Restating every entry exactly is the whole task.

[Opening PROVIDED DATA section]

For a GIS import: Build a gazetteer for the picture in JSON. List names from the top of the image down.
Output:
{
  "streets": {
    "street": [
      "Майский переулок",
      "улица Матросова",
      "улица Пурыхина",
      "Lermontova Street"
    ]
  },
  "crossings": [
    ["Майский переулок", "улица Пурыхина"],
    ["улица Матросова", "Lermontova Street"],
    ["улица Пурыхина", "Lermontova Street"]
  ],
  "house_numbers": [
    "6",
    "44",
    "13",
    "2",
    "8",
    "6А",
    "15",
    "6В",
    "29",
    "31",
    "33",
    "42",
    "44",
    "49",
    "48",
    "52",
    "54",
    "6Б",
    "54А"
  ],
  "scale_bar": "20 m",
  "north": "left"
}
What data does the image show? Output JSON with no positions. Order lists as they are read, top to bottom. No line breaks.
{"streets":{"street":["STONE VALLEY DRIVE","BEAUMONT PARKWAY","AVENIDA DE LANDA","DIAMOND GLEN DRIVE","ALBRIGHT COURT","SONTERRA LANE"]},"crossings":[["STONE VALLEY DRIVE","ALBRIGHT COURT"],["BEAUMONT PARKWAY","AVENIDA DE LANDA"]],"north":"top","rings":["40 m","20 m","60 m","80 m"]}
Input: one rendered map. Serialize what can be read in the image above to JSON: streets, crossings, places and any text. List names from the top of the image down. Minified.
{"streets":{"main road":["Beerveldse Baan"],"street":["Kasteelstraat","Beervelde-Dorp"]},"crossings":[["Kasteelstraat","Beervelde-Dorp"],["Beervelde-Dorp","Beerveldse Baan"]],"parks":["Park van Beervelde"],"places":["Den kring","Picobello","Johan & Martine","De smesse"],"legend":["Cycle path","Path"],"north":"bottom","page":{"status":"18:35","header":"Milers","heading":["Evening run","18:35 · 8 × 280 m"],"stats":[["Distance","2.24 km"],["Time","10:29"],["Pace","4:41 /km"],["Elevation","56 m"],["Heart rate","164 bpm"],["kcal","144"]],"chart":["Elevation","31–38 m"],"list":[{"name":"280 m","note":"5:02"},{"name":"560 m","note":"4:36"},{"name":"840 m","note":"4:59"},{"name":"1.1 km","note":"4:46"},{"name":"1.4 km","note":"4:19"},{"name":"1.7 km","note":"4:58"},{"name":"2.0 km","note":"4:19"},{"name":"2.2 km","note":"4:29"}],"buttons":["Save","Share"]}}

[Closing PROVIDED DATA section]

- **OUTPUT BELOW**
For a GIS import: Build a gazetteer for the picture in JSON. List names from the top of the image down.
Output:
{
  "streets": {
    "street": [
      "Майский переулок",
      "улица Матросова",
      "улица Пурыхина",
      "Lermontova Street"
    ]
  },
  "crossings": [
    ["Майский переулок", "улица Пурыхина"],
    ["улица Матросова", "Lermontova Street"],
    ["улица Пурыхина", "Lermontova Street"]
  ],
  "house_numbers": [
    "6",
    "44",
    "13",
    "2",
    "8",
    "6А",
    "15",
    "6В",
    "29",
    "31",
    "33",
    "42",
    "44",
    "49",
    "48",
    "52",
    "54",
    "6Б",
    "54А"
  ],
  "scale_bar": "20 m",
  "north": "left"
}
What data does the image show? Output JSON with no positions. Order lists as they are read, top to bottom. No line breaks.
{"streets":{"street":["STONE VALLEY DRIVE","BEAUMONT PARKWAY","AVENIDA DE LANDA","DIAMOND GLEN DRIVE","ALBRIGHT COURT","SONTERRA LANE"]},"crossings":[["STONE VALLEY DRIVE","ALBRIGHT COURT"],["BEAUMONT PARKWAY","AVENIDA DE LANDA"]],"north":"top","rings":["40 m","20 m","60 m","80 m"]}
Input: one rendered map. Serialize what can be read in the image above to JSON: streets, crossings, places and any text. List names from the top of the image down. Minified.
{"streets":{"main road":["Beerveldse Baan"],"street":["Kasteelstraat","Beervelde-Dorp"]},"crossings":[["Kasteelstraat","Beervelde-Dorp"],["Beervelde-Dorp","Beerveldse Baan"]],"parks":["Park van Beervelde"],"places":["Den kring","Picobello","Johan & Martine","De smesse"],"legend":["Cycle path","Path"],"north":"bottom","page":{"status":"18:35","header":"Milers","heading":["Evening run","18:35 · 8 × 280 m"],"stats":[["Distance","2.24 km"],["Time","10:29"],["Pace","4:41 /km"],["Elevation","56 m"],["Heart rate","164 bpm"],["kcal","144"]],"chart":["Elevation","31–38 m"],"list":[{"name":"280 m","note":"5:02"},{"name":"560 m","note":"4:36"},{"name":"840 m","note":"4:59"},{"name":"1.1 km","note":"4:46"},{"name":"1.4 km","note":"4:19"},{"name":"1.7 km","note":"4:58"},{"name":"2.0 km","note":"4:19"},{"name":"2.2 km","note":"4:29"}],"buttons":["Save","Share"]}}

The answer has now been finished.